Northern Stakeholders tackle Parents irresponsible child upbringing


Stakeholders in the North-West geopolitical zone have attributed the current spate of moral decadence among schoolchildren to the failure of relevant stakeholders to play the mentorship role expected of them.

They said although the moral training of children was a collective responsibility, parents were to blame substantially for the moral decadence.

They pointed out that parents, teachers, community members, and religious leaders had roles to play in inculcating good morals in children at home, school, and places of worship.

Zakari Mohammed, director of higher education in Kaduna’s ministry of education, said the first point of inculcating morality in a child was the home.

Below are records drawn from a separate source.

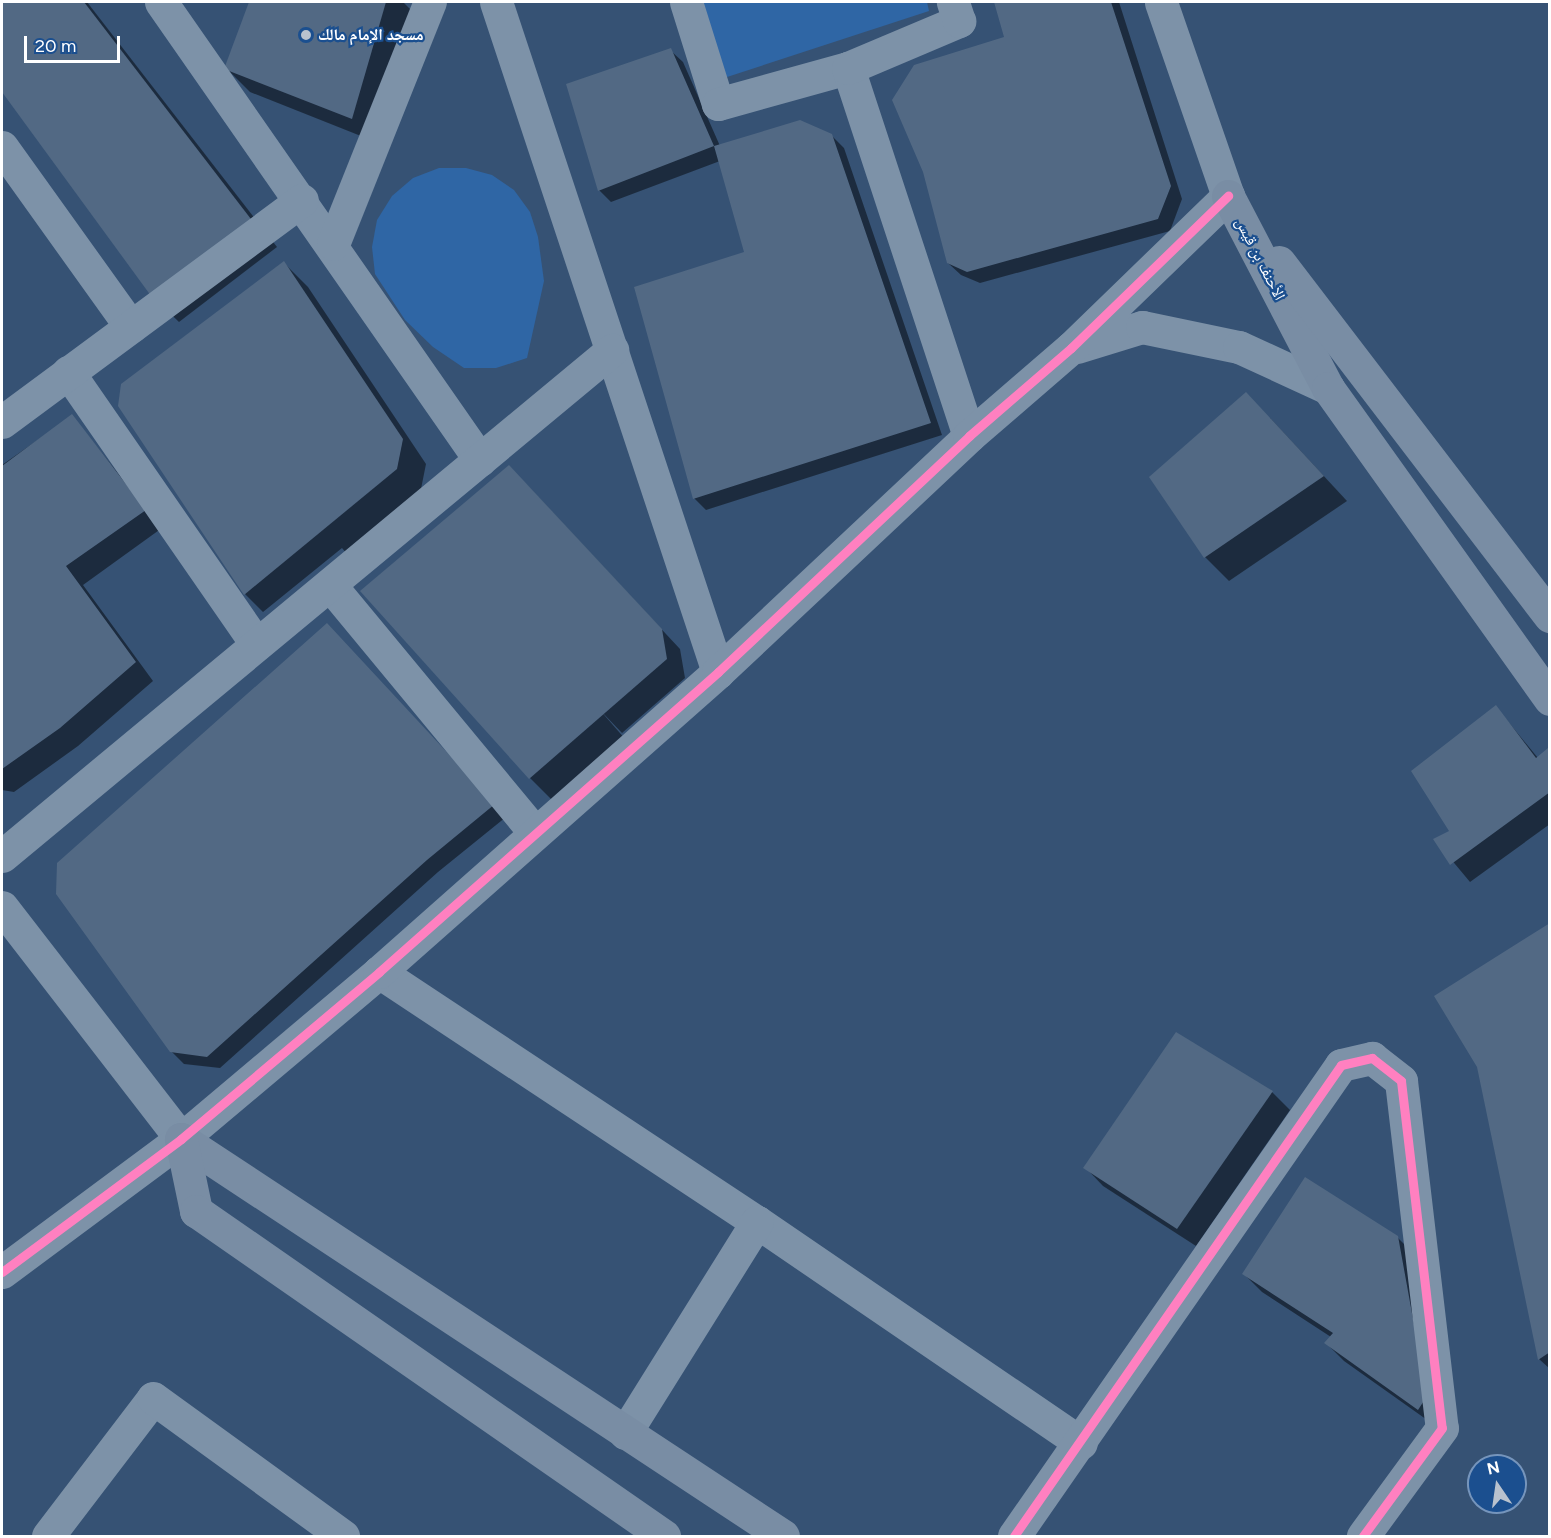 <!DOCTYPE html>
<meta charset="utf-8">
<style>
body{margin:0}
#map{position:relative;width:1551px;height:1538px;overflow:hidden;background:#365274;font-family:Figtree,"Noto Naskh Arabic",sans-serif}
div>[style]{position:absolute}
.green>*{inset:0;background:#2f66a5}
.shadow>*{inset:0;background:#0007}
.building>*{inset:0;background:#526984}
.street>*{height:33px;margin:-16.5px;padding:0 16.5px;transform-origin:16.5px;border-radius:16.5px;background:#7d92a8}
.secondary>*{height:33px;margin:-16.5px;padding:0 16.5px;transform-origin:16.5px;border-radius:16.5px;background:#798da4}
.cycleway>*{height:9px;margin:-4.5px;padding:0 4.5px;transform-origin:4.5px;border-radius:4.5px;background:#ff80c0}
.dots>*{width:16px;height:16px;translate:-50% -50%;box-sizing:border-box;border:3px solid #1b4f8f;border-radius:50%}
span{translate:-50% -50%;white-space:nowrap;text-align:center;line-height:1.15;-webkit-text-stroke:4.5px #1b4f8f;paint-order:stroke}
.poi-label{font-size:16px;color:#fff;font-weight:700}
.left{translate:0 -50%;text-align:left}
.street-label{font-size:16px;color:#fff}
.frame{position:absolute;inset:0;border:3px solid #fff;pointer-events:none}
.north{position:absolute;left:1467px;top:1454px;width:60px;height:60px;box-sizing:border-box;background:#1b4f8f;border:2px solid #7695bc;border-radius:50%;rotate:347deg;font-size:16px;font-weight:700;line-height:24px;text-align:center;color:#fff}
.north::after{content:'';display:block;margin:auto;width:21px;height:27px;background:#b9c2ce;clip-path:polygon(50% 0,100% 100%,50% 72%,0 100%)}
.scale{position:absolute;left:24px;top:36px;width:96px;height:27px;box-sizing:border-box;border:3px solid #fff;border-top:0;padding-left:8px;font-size:18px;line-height:21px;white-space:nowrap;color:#fff;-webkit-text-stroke:4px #1b4f8f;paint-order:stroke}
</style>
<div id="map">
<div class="green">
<div style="clip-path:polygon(703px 2px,927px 2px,929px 11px,724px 78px)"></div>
<div style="clip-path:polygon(439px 168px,466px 168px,492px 175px,514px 190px,530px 212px,538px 237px,544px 281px,527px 358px,496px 368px,464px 368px,433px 347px,405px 320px,375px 274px,372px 247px,377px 220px,392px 196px,413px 178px)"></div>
</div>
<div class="shadow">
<div style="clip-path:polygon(2px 2px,87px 2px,277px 247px,179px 322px,155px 299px,2px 90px)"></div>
<div style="clip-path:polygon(250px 2px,403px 2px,413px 12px,376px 142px,250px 92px,226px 68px)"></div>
<div style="clip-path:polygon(995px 2px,1119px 2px,1182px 199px,1170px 231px,980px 283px,961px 275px,948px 263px,1006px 38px)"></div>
<div style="clip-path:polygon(670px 50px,683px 62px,720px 146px,831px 135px,844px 148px,942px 435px,706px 510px,694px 498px,746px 253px,720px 161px,611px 202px,599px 190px)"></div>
<div style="clip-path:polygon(284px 263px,308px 287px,426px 464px,420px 494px,347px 554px,342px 548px,263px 612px,245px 594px)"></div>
<div style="clip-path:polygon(72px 416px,162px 528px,83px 585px,153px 681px,78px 746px,14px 792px,2px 790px,2px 465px)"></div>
<div style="clip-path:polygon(1270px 418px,1347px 501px,1229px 581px,1205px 557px,1151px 478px)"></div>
<div style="clip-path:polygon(527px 485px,680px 649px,685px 678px,622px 733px,599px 709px,626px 740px,554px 802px,530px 778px)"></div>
<div style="clip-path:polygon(327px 625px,506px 817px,438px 872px,220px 1068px,184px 1064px,171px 1051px)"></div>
<div style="clip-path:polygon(1496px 707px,1538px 758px,1550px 752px,1550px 824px,1470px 882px,1435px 840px,1451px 832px)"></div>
<div style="clip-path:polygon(1550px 925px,1550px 1369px,1539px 1359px)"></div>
<div style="clip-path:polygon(1272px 1092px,1290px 1110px,1196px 1246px,1103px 1186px,1085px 1167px)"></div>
<div style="clip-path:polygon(1397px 1237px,1416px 1256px,1437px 1427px,1344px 1361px,1326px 1343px,1331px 1337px,1262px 1292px,1244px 1274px)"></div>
</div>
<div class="building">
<div style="clip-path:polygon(2px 2px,84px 2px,254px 223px,154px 300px,2px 92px)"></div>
<div style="clip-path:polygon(249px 2px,386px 2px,352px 119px,224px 69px)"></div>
<div style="clip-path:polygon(994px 2px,1111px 2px,1171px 186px,1158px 219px,967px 272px,947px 263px,923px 172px,892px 100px,914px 65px,1004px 37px)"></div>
<div style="clip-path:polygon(671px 48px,714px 146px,800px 120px,832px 134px,931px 423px,693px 499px,634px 287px,744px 252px,714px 146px,598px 191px,566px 84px)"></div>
<div style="clip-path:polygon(284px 261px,403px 439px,397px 469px,244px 595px,118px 406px,121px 384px)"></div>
<div style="clip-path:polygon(1246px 392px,1324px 476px,1204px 558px,1149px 477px)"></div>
<div style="clip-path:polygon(72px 414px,146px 510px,66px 566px,136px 662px,60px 728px,2px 769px,2px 466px)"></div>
<div style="clip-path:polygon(509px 465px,662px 629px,667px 659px,529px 779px,360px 591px)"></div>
<div style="clip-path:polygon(327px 623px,495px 804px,427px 860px,207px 1057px,170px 1052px,56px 894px,57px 863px)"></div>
<div style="clip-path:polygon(1496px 705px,1536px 758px,1548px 748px,1550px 751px,1550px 792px,1450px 865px,1433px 839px,1449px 831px,1411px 771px)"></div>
<div style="clip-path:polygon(1550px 923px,1550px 1352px,1538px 1360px,1477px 1067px,1434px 996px)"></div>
<div style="clip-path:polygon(1176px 1032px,1273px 1091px,1177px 1229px,1083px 1168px)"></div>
<div style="clip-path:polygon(1305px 1177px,1398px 1236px,1427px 1396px,1418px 1410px,1324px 1343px,1333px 1333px,1242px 1274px)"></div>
</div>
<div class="street">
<div style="left:161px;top:2px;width:558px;rotate:55.14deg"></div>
<div style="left:496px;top:2px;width:706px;rotate:71.67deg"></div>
<div style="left:686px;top:2px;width:107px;rotate:72.6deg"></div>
<div style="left:718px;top:104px;width:135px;rotate:-15.5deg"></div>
<div style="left:848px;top:68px;width:387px;rotate:71.8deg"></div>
<div style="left:848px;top:68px;width:121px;rotate:-22.9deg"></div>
<div style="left:959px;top:21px;width:20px;rotate:-108deg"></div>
<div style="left:2px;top:147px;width:221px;rotate:54.4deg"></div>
<div style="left:333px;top:244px;width:261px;rotate:-68.2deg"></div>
<div style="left:1077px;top:347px;width:68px;rotate:-17.1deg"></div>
<div style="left:1142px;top:327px;width:99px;rotate:11.7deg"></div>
<div style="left:1239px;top:347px;width:98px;rotate:24.7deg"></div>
<div style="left:68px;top:372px;width:331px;rotate:55.3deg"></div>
<div style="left:2px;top:422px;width:373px;rotate:-36.5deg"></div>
<div style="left:330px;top:585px;width:320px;rotate:50.4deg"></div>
<div style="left:2px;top:856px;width:793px;rotate:-39.68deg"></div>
<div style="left:2px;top:907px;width:293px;rotate:52.3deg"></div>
<div style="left:379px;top:972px;width:453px;rotate:33.5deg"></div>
<div style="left:757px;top:1222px;width:392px;rotate:34.3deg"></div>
<div style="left:2px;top:1272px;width:223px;rotate:-36.6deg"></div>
<div style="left:181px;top:1139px;width:259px;rotate:-40.1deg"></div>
<div style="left:379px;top:972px;width:453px;rotate:-41.5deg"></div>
<div style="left:718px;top:672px;width:345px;rotate:-43.2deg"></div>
<div style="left:969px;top:436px;width:135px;rotate:-40.8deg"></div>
<div style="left:1071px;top:348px;width:219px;rotate:-44.1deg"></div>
<div style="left:1228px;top:196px;width:205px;rotate:-109.1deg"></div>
<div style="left:625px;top:1433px;width:249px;rotate:-58deg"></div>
<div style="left:48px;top:1536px;width:173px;rotate:-52.7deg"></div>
<div style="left:153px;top:1398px;width:235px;rotate:36deg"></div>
<div style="left:1014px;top:1536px;width:573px;rotate:-55.23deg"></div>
<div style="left:1341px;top:1065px;width:32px;rotate:-13deg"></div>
<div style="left:1372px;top:1058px;width:37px;rotate:38deg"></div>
<div style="left:1401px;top:1081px;width:349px;rotate:83.3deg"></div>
<div style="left:1442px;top:1428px;width:134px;rotate:126.2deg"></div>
</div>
<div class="secondary">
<div style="left:1228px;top:196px;width:216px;rotate:62.5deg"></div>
<div style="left:1328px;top:388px;width:382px;rotate:54.5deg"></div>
<div style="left:1279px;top:262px;width:446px;rotate:52.6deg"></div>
<div style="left:181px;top:1139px;width:721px;rotate:33.4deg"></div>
<div style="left:181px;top:1139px;width:74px;rotate:78.2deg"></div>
<div style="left:196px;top:1211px;width:570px;rotate:34.78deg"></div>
</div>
<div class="cycleway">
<div style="left:2px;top:1272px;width:223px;rotate:-36.6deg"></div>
<div style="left:181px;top:1139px;width:259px;rotate:-40.1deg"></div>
<div style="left:379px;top:972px;width:453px;rotate:-41.5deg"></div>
<div style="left:718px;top:672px;width:345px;rotate:-43.2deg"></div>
<div style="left:969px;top:436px;width:135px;rotate:-40.8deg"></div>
<div style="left:1071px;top:348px;width:219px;rotate:-44.1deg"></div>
<div style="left:1014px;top:1536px;width:573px;rotate:-55.23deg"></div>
<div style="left:1341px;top:1065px;width:32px;rotate:-13deg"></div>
<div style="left:1372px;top:1058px;width:37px;rotate:38deg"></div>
<div style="left:1401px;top:1081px;width:349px;rotate:83.3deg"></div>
<div style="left:1442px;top:1428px;width:134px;rotate:126.2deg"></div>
</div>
<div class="dots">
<div style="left:306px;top:35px;background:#b9c2ce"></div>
</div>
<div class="poi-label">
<span class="left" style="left:318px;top:35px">مسجد الإمام مالك</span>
</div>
<div class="street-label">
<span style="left:1260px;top:259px;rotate:63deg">الأحنف بن قيس</span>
</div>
<div class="frame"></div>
<div class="north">N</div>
<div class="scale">20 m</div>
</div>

Mr. Mohammed said it was the primary responsibility of parents to mentor their children and when the child reached school age, teachers were expected to participate.

He noted that parents should find ways of monitoring their children in school and explained that immorality among schoolchildren showed that parents were not doing enough.

“To some extent, some parents have relinquished their responsibilities of moral upbringing to teachers, who have to be playing the roles of ensuring academic advancement, as well as molding the character of children,” he explained. “Every school has Parent Teachers’ Association (PTAs) and School Based Management Committees (SBMCs), which have critical roles to play.”

He added, “While the PTAs comprise the parents and teachers, the SBMCs comprise the parents, teachers, and community members, and these stakeholders meet to address issues affecting the school system.”

Haruna Danjuma, the national president of the National Association of Parent-Teacher Association, also mentioned that some parents lacked the needed morals to teach their children, leaving the responsibility to teachers.

Mr. Danjuma stressed the need for parents to pay attention to raising the morals of their children.

Garba Garkuwa, the SBMC chairman, Sabon Gari local government area, Kaduna, argued that teachers were supposed to be parents to the children under their care, and should discipline them when they misbehaved.

“But under the current realities, no teacher can afford to touch anybody’s child in the name of discipline because some parents could mobilize thugs to attack the teacher,” Mr. Garkuwa.

He added, “The parents are discouraging teachers from playing their role of disciplining and counseling the children while in school to keep them in line, and at home, the parents are never there for the children.”